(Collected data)
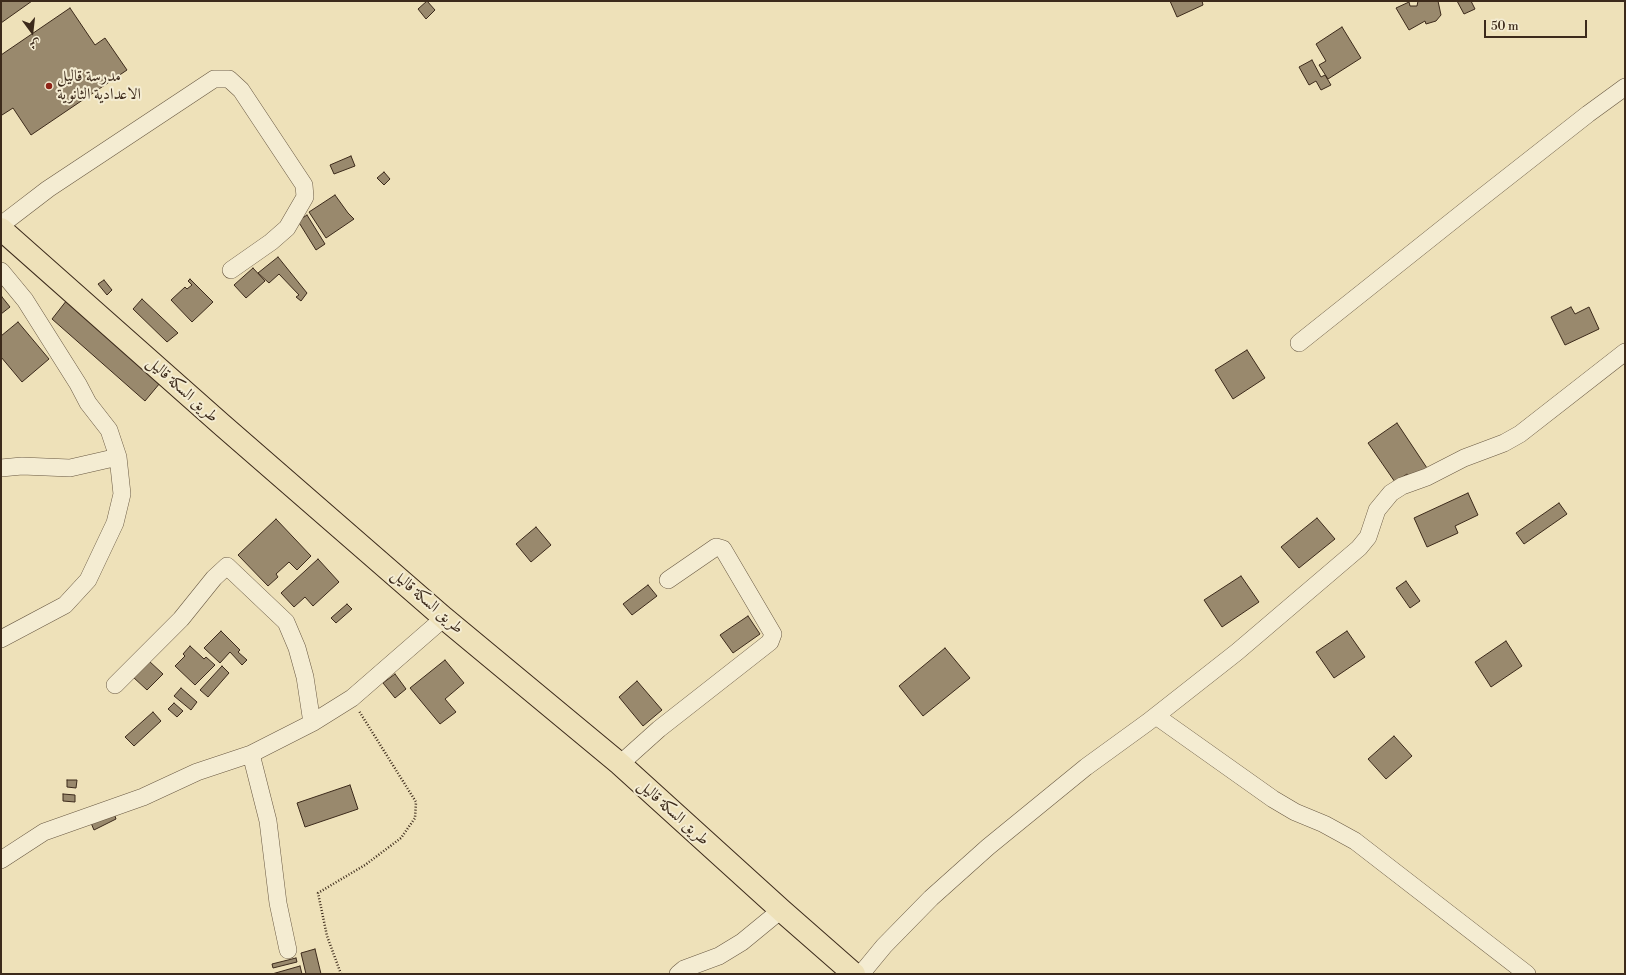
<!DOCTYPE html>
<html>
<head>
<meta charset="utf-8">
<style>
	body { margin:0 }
	#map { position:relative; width:1626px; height:975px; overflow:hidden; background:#eee1b9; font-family:"Libre Bodoni",Amiri,serif }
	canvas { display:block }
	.frame { position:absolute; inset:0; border:2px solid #3c2a1b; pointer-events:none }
	.north { position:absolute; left:12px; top:12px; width:40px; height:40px; -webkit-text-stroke:3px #f4ecd2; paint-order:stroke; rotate:165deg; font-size:11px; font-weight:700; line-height:16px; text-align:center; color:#3c2a1b }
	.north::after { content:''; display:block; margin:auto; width:14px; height:18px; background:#3c2a1b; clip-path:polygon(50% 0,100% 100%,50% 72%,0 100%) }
	.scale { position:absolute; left:1484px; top:20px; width:103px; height:18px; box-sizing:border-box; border:2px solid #3c2a1b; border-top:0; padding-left:5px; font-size:12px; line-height:14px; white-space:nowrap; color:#3c2a1b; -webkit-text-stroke:3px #f4ecd2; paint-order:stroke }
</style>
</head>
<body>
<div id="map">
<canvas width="1626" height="975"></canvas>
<div class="frame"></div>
<div class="north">ش</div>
<div class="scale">50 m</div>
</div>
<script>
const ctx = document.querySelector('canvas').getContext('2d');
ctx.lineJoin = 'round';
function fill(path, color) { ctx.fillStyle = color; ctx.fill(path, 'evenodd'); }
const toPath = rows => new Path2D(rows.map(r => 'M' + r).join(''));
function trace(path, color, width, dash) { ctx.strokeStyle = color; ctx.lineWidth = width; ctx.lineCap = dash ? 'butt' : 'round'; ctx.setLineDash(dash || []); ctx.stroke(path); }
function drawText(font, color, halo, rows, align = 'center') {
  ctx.font = font + ' "Libre Bodoni",Amiri,serif'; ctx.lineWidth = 4; ctx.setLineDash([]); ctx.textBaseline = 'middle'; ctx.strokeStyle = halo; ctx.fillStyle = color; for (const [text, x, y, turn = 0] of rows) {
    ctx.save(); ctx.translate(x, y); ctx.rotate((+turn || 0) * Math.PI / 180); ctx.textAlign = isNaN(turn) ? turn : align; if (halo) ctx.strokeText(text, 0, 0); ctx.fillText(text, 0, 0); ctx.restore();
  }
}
const building = toPath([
	[1,1,32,1,1,23,1,1],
	[427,1,435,10,426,19,418,9,427,1],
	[1170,1,1202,1,1203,5,1177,17,1170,1],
	[1418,1,1438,1,1441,15,1436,21,1426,24,1425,21,1409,30,1396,8,1409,2,1410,6,1417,6,1418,1],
	[1457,1,1471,1,1475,9,1464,14,1457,1],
	[70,8,95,45,105,38,127,70,31,135,13,108,2,115,1,114,1,55,70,8],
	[1342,27,1361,58,1328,79,1319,65,1326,61,1316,44,1342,27],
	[1312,60,1321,77,1325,75,1331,85,1321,90,1316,81,1309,85,1299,67,1312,60],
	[351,156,355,166,334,174,330,165,351,156],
	[384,172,390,179,384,185,377,178,384,172],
	[335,195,348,213,354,219,326,238,309,212,335,195],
	[307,215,325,244,316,250,298,221,307,215],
	[278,257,307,293,301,301,296,297,299,295,279,274,269,283,258,273,278,257],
	[253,268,265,281,246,298,234,285,253,268],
	[190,279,213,302,192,322,171,300,185,287,187,289,192,285,188,281,190,279],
	[104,280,112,290,107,295,98,284,104,280],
	[2,297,10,307,1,314,1,298,2,297],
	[142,299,178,333,167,342,133,309,142,299],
	[67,300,160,383,145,401,52,319,67,300],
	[1571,307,1575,314,1589,307,1599,329,1565,345,1551,317,1571,307],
	[18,322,49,359,22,382,1,357,1,336,18,322],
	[1247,350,1265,378,1233,399,1215,370,1247,350],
	[1397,423,1427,468,1412,478,1407,474,1395,482,1368,443,1397,423],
	[1468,493,1478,515,1455,526,1458,533,1427,547,1414,518,1468,493],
	[1559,503,1567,514,1524,544,1516,533,1559,503],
	[1317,518,1335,539,1299,568,1281,547,1317,518],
	[276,519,311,556,297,570,289,562,276,574,278,577,268,586,238,555,276,519],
	[536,527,551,545,531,562,516,544,536,527],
	[318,559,339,582,313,606,305,597,294,607,281,593,318,559],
	[1241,576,1259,602,1222,627,1204,600,1241,576],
	[1406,581,1420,601,1410,608,1396,588,1406,581],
	[648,585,657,596,632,615,623,604,648,585],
	[347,604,352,609,336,623,331,618,347,604],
	[748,616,760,634,733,653,720,635,748,616],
	[221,631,240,650,238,652,247,660,242,665,230,652,220,663,204,648,221,631],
	[1347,631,1365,657,1334,678,1316,652,1347,631],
	[1506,641,1522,666,1491,687,1475,662,1506,641],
	[190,646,204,659,206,657,215,665,195,685,175,666,185,656,183,654,190,646],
	[945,648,970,678,923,716,899,686,945,648],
	[445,660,464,683,445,699,456,712,440,724,410,688,445,660],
	[149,661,163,674,147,690,133,677,149,661],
	[222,666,229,673,208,697,200,690,222,666],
	[395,674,406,689,395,698,383,683,395,674],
	[637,681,662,710,643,726,619,697,637,681],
	[181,688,197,702,191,710,174,696,181,688],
	[174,703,183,711,177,717,168,709,174,703],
	[153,712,161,721,134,746,125,737,153,712],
	[1394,736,1412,756,1386,779,1368,759,1394,736],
	[67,780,77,780,76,788,67,787,67,780],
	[350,785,358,809,305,827,297,803,350,785],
	[63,794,75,795,75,802,63,801,63,794],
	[114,813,116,819,94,830,91,823,114,813],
	[315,949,321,974,306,974,301,953,315,949],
	[296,958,297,962,273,968,272,964,296,958],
	[300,966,302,974,272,974,300,966]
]);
fill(building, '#99896d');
trace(building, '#3c2a1b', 1);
const minor = toPath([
	[1,225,48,189,214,79,229,79,241,90,304,185,305,197,287,228,271,242,231,270],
	[1,271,25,300,78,384,88,403,109,430,118,457,122,494,115,523,88,580,65,605,1,639],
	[1299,343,1476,202,1588,114,1625,87],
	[1,468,22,466,70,468,118,457],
	[115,685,181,619,214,578,227,566,286,622,297,648,305,677,312,723],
	[1156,716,1273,799,1295,812,1324,824,1355,841,1527,974],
	[251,754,268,821,278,903,288,950],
	[620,764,659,729,770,642,773,634,723,549,716,547,668,580],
	[1,860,44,832,143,797,197,772,251,754,312,723,352,698,444,618],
	[678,974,684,969,719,956,742,942,781,910],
	[861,974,884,946,931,898,988,847,1086,767,1148,722,1237,652,1359,548,1368,537,1377,510,1391,493,1402,486,1427,477,1464,458,1504,443,1520,434,1625,352]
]);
const major = toPath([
	[1,229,221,424,444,618,620,764,781,910,854,974]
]);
trace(minor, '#685842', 18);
trace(major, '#3c2a1b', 24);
trace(toPath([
	[341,974,327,936,318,893,365,865,401,838,415,818,416,802,359,711]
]), '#3c2a1b', 2.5, [1, 2]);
trace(minor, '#f4ecd2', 17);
trace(major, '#eee1b9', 22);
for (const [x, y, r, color] of [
	[49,86,4,"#8f2418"]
]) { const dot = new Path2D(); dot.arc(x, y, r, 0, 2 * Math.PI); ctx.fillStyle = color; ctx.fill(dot); trace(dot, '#f4ecd2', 1.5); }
drawText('16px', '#3c2a1b', '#f4ecd2', [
	["مدرسة قاليل",57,77],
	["الاعدادية الثانوية",57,95]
], 'left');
drawText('16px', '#3c2a1b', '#f4ecd2', [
	["طريق السكة قاليل",182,390,42],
	["طريق السكة قاليل",427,602,41],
	["طريق السكة قاليل",673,813,42]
]);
</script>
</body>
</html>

Task:
Find every line of the data that includes the string "lineWidth". Copy each of those lines.

Task solution:
function trace(path, color, width, dash) { ctx.strokeStyle = color; ctx.lineWidth = width; ctx.lineCap = dash ? 'butt' : 'round'; ctx.setLineDash(dash || []); ctx.stroke(path); }
  ctx.font = font + ' "Libre Bodoni",Amiri,serif'; ctx.lineWidth = 4; ctx.setLineDash([]); ctx.textBaseline = 'middle'; ctx.strokeStyle = halo; ctx.fillStyle = color; for (const [text, x, y, turn = 0] of rows) {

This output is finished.